_PROBLEM DETAILS_.
Pull every line with "filter" from the data below and copy it.

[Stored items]
****************************************

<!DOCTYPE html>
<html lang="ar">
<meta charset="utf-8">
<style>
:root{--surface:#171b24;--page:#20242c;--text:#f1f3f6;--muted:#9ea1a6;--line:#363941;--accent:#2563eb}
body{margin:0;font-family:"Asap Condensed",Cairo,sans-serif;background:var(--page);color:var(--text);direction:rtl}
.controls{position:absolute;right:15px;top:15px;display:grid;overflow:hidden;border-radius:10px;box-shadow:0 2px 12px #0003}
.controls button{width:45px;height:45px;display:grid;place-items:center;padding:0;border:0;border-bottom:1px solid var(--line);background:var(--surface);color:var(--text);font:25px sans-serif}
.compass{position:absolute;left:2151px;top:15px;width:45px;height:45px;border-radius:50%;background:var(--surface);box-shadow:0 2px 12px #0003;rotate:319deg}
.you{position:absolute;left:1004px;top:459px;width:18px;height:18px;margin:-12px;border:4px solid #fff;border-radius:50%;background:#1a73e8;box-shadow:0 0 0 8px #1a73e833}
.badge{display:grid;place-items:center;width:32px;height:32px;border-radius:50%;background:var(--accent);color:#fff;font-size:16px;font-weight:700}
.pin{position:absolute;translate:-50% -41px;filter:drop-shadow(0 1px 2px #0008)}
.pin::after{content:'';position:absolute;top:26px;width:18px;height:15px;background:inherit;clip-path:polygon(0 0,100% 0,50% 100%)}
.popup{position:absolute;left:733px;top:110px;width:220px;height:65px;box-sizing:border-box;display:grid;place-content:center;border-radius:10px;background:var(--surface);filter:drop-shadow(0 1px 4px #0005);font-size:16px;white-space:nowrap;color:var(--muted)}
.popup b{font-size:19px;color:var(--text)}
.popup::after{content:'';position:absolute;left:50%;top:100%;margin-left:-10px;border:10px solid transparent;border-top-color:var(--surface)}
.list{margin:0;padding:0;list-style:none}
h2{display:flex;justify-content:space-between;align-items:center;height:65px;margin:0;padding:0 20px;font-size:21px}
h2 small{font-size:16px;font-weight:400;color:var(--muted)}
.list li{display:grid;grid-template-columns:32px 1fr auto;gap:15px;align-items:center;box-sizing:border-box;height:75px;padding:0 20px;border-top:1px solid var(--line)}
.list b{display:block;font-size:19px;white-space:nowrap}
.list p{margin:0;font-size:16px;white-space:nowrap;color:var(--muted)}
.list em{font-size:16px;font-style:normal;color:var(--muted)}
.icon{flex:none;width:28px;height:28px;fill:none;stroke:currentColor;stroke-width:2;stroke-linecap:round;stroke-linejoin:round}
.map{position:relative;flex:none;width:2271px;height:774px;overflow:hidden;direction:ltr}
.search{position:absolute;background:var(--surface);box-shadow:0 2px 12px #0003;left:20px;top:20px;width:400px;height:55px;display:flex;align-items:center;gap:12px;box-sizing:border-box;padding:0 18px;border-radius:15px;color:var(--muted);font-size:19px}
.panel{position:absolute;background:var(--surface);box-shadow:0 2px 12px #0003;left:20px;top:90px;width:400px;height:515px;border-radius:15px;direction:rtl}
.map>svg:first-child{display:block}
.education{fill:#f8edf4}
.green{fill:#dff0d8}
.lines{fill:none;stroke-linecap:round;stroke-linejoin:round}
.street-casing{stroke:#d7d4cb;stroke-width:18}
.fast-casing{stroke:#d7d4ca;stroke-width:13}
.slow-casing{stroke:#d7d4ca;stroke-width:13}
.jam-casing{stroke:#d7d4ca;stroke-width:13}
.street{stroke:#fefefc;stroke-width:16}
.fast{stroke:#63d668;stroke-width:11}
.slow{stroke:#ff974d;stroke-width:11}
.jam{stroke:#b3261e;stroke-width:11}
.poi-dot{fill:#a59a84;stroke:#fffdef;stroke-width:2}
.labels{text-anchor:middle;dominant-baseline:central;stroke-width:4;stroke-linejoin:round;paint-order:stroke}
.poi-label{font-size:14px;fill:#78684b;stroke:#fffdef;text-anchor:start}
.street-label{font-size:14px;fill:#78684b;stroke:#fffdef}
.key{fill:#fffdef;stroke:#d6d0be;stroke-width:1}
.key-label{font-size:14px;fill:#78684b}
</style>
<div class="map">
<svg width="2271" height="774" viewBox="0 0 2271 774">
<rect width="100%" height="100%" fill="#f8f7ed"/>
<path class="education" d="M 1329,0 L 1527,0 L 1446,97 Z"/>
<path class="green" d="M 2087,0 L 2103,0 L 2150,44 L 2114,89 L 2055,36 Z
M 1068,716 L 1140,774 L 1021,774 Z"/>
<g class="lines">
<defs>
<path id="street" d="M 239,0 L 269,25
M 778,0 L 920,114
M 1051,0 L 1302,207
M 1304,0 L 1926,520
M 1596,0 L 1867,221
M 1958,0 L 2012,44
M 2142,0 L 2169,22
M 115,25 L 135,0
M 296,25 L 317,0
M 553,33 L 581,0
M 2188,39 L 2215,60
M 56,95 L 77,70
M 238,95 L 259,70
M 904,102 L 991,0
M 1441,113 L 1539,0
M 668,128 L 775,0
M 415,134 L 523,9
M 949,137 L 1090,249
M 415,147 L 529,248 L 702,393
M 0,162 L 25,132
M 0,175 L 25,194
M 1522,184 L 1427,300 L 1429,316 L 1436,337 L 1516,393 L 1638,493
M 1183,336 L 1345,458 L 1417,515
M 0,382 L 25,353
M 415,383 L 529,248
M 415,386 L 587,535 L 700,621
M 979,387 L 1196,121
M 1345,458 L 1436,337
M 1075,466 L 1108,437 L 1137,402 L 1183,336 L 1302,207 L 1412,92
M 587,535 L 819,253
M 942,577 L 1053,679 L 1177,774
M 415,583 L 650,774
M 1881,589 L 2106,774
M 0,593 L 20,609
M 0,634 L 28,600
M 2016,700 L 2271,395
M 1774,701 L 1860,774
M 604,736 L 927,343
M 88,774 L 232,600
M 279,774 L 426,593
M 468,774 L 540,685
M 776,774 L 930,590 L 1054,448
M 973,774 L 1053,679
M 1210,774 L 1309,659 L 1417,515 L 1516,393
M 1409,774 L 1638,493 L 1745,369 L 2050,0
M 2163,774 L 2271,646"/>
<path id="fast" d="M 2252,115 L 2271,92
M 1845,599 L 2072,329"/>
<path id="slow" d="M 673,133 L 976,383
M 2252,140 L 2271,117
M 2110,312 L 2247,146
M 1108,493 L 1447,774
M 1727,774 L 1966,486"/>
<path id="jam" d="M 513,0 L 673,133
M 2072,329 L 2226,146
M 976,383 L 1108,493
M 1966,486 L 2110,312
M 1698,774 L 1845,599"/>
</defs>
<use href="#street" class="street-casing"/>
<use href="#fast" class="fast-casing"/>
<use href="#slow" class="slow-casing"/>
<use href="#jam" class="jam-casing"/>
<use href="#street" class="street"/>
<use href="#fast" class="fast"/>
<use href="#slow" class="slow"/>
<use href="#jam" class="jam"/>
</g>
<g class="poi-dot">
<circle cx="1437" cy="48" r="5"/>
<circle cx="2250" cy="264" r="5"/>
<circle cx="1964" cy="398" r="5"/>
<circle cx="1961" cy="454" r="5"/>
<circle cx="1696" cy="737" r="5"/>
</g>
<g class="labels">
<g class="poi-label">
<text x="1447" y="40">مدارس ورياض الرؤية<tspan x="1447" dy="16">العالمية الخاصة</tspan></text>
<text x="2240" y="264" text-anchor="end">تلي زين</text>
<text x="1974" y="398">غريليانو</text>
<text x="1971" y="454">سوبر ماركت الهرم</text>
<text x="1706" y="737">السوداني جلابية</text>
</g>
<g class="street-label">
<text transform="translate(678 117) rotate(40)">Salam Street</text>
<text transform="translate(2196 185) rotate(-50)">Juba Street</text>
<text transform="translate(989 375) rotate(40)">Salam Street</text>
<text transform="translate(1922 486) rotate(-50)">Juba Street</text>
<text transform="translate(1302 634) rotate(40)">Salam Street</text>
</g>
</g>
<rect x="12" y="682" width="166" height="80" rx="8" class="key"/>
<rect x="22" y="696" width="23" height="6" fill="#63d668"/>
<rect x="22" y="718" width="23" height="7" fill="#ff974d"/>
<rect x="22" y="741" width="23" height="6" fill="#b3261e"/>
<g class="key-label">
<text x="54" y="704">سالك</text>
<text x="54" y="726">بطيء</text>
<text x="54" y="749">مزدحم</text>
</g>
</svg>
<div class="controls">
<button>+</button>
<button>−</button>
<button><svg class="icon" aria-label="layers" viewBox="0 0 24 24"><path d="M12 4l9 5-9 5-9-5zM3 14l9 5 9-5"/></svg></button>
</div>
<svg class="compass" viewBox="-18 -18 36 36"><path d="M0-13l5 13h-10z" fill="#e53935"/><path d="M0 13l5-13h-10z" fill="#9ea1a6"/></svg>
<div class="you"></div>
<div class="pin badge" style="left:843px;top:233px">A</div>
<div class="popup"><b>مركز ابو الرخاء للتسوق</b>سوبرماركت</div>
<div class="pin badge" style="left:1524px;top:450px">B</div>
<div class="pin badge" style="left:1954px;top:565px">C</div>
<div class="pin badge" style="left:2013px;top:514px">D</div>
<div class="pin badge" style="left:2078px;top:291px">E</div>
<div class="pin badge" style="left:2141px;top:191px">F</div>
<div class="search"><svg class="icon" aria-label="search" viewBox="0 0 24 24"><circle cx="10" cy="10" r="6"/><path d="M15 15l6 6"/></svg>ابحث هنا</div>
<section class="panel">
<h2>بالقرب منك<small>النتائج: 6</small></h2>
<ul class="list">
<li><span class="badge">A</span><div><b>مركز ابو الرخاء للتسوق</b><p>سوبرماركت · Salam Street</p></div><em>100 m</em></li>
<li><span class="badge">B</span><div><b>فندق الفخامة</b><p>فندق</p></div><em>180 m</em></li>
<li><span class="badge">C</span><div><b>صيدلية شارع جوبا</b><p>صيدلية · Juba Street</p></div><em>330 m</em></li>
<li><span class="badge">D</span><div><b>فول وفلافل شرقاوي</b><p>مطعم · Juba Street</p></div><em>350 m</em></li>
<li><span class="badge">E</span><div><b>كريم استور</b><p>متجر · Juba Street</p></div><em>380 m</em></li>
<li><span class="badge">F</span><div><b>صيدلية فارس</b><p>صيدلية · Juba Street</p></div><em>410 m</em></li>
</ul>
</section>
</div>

****************************************

_TASK SOLUTION_.
.pin{position:absolute;translate:-50% -41px;filter:drop-shadow(0 1px 2px #0008)}
.popup{position:absolute;left:733px;top:110px;width:220px;height:65px;box-sizing:border-box;display:grid;place-content:center;border-radius:10px;background:var(--surface);filter:drop-shadow(0 1px 4px #0005);font-size:16px;white-space:nowrap;color:var(--muted)}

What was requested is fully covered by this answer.